:: WORK INSTRUCTION ::
Repeat the listing below line for line, exactly as shown.
─── INFORMATION ───
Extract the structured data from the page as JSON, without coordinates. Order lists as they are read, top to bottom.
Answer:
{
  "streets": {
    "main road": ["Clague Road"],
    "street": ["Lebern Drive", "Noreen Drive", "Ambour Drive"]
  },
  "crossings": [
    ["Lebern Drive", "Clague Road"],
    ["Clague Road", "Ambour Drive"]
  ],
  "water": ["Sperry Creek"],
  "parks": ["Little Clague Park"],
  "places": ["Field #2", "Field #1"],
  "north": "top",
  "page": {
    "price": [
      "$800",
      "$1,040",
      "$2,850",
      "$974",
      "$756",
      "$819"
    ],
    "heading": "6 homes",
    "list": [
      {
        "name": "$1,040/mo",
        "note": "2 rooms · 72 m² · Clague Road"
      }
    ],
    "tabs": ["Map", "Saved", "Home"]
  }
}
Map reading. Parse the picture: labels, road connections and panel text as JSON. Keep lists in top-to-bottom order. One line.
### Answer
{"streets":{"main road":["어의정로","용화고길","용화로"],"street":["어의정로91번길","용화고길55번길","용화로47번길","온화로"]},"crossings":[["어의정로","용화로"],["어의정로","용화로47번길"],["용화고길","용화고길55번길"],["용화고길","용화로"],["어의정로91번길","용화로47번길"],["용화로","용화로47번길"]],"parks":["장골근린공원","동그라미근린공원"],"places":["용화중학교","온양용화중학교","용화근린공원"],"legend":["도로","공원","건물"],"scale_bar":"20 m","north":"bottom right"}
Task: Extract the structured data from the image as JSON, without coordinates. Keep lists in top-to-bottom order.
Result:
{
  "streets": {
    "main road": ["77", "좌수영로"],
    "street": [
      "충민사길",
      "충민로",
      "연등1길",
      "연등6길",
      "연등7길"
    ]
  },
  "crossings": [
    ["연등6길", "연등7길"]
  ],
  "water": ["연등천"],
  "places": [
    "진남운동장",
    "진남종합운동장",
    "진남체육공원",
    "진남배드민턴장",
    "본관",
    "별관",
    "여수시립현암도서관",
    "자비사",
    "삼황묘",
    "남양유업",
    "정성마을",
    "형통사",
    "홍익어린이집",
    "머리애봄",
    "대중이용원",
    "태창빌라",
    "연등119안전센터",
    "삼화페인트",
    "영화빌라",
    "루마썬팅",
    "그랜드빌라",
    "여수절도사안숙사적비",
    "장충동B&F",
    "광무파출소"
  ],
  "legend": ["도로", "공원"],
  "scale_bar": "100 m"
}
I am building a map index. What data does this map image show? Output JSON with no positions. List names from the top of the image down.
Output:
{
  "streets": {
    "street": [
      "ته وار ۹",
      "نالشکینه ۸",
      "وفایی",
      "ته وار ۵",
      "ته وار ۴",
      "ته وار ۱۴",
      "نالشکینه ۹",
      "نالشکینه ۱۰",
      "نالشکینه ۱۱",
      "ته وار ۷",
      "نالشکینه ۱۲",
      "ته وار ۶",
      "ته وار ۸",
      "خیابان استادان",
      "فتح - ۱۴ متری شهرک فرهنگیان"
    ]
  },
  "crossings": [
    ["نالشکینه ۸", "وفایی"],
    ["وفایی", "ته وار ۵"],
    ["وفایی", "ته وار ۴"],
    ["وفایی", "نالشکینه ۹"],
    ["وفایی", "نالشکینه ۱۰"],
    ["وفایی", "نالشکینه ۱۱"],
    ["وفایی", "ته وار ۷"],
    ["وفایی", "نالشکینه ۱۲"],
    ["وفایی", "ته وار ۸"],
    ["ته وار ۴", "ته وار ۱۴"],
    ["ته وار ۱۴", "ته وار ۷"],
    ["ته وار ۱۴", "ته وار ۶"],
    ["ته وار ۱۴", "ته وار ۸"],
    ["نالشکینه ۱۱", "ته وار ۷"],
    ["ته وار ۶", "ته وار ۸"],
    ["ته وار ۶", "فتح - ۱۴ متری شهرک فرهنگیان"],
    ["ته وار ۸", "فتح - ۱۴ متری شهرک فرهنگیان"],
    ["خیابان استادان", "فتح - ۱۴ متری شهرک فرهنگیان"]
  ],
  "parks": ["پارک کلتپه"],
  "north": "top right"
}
───
:: FINAL ANSWER ::
Extract the structured data from the page as JSON, without coordinates. Order lists as they are read, top to bottom.
Answer:
{
  "streets": {
    "main road": ["Clague Road"],
    "street": ["Lebern Drive", "Noreen Drive", "Ambour Drive"]
  },
  "crossings": [
    ["Lebern Drive", "Clague Road"],
    ["Clague Road", "Ambour Drive"]
  ],
  "water": ["Sperry Creek"],
  "parks": ["Little Clague Park"],
  "places": ["Field #2", "Field #1"],
  "north": "top",
  "page": {
    "price": [
      "$800",
      "$1,040",
      "$2,850",
      "$974",
      "$756",
      "$819"
    ],
    "heading": "6 homes",
    "list": [
      {
        "name": "$1,040/mo",
        "note": "2 rooms · 72 m² · Clague Road"
      }
    ],
    "tabs": ["Map", "Saved", "Home"]
  }
}
Map reading. Parse the picture: labels, road connections and panel text as JSON. Keep lists in top-to-bottom order. One line.
### Answer
{"streets":{"main road":["어의정로","용화고길","용화로"],"street":["어의정로91번길","용화고길55번길","용화로47번길","온화로"]},"crossings":[["어의정로","용화로"],["어의정로","용화로47번길"],["용화고길","용화고길55번길"],["용화고길","용화로"],["어의정로91번길","용화로47번길"],["용화로","용화로47번길"]],"parks":["장골근린공원","동그라미근린공원"],"places":["용화중학교","온양용화중학교","용화근린공원"],"legend":["도로","공원","건물"],"scale_bar":"20 m","north":"bottom right"}
Task: Extract the structured data from the image as JSON, without coordinates. Keep lists in top-to-bottom order.
Result:
{
  "streets": {
    "main road": ["77", "좌수영로"],
    "street": [
      "충민사길",
      "충민로",
      "연등1길",
      "연등6길",
      "연등7길"
    ]
  },
  "crossings": [
    ["연등6길", "연등7길"]
  ],
  "water": ["연등천"],
  "places": [
    "진남운동장",
    "진남종합운동장",
    "진남체육공원",
    "진남배드민턴장",
    "본관",
    "별관",
    "여수시립현암도서관",
    "자비사",
    "삼황묘",
    "남양유업",
    "정성마을",
    "형통사",
    "홍익어린이집",
    "머리애봄",
    "대중이용원",
    "태창빌라",
    "연등119안전센터",
    "삼화페인트",
    "영화빌라",
    "루마썬팅",
    "그랜드빌라",
    "여수절도사안숙사적비",
    "장충동B&F",
    "광무파출소"
  ],
  "legend": ["도로", "공원"],
  "scale_bar": "100 m"
}
I am building a map index. What data does this map image show? Output JSON with no positions. List names from the top of the image down.
Output:
{
  "streets": {
    "street": [
      "ته وار ۹",
      "نالشکینه ۸",
      "وفایی",
      "ته وار ۵",
      "ته وار ۴",
      "ته وار ۱۴",
      "نالشکینه ۹",
      "نالشکینه ۱۰",
      "نالشکینه ۱۱",
      "ته وار ۷",
      "نالشکینه ۱۲",
      "ته وار ۶",
      "ته وار ۸",
      "خیابان استادان",
      "فتح - ۱۴ متری شهرک فرهنگیان"
    ]
  },
  "crossings": [
    ["نالشکینه ۸", "وفایی"],
    ["وفایی", "ته وار ۵"],
    ["وفایی", "ته وار ۴"],
    ["وفایی", "نالشکینه ۹"],
    ["وفایی", "نالشکینه ۱۰"],
    ["وفایی", "نالشکینه ۱۱"],
    ["وفایی", "ته وار ۷"],
    ["وفایی", "نالشکینه ۱۲"],
    ["وفایی", "ته وار ۸"],
    ["ته وار ۴", "ته وار ۱۴"],
    ["ته وار ۱۴", "ته وار ۷"],
    ["ته وار ۱۴", "ته وار ۶"],
    ["ته وار ۱۴", "ته وار ۸"],
    ["نالشکینه ۱۱", "ته وار ۷"],
    ["ته وار ۶", "ته وار ۸"],
    ["ته وار ۶", "فتح - ۱۴ متری شهرک فرهنگیان"],
    ["ته وار ۸", "فتح - ۱۴ متری شهرک فرهنگیان"],
    ["خیابان استادان", "فتح - ۱۴ متری شهرک فرهنگیان"]
  ],
  "parks": ["پارک کلتپه"],
  "north": "top right"
}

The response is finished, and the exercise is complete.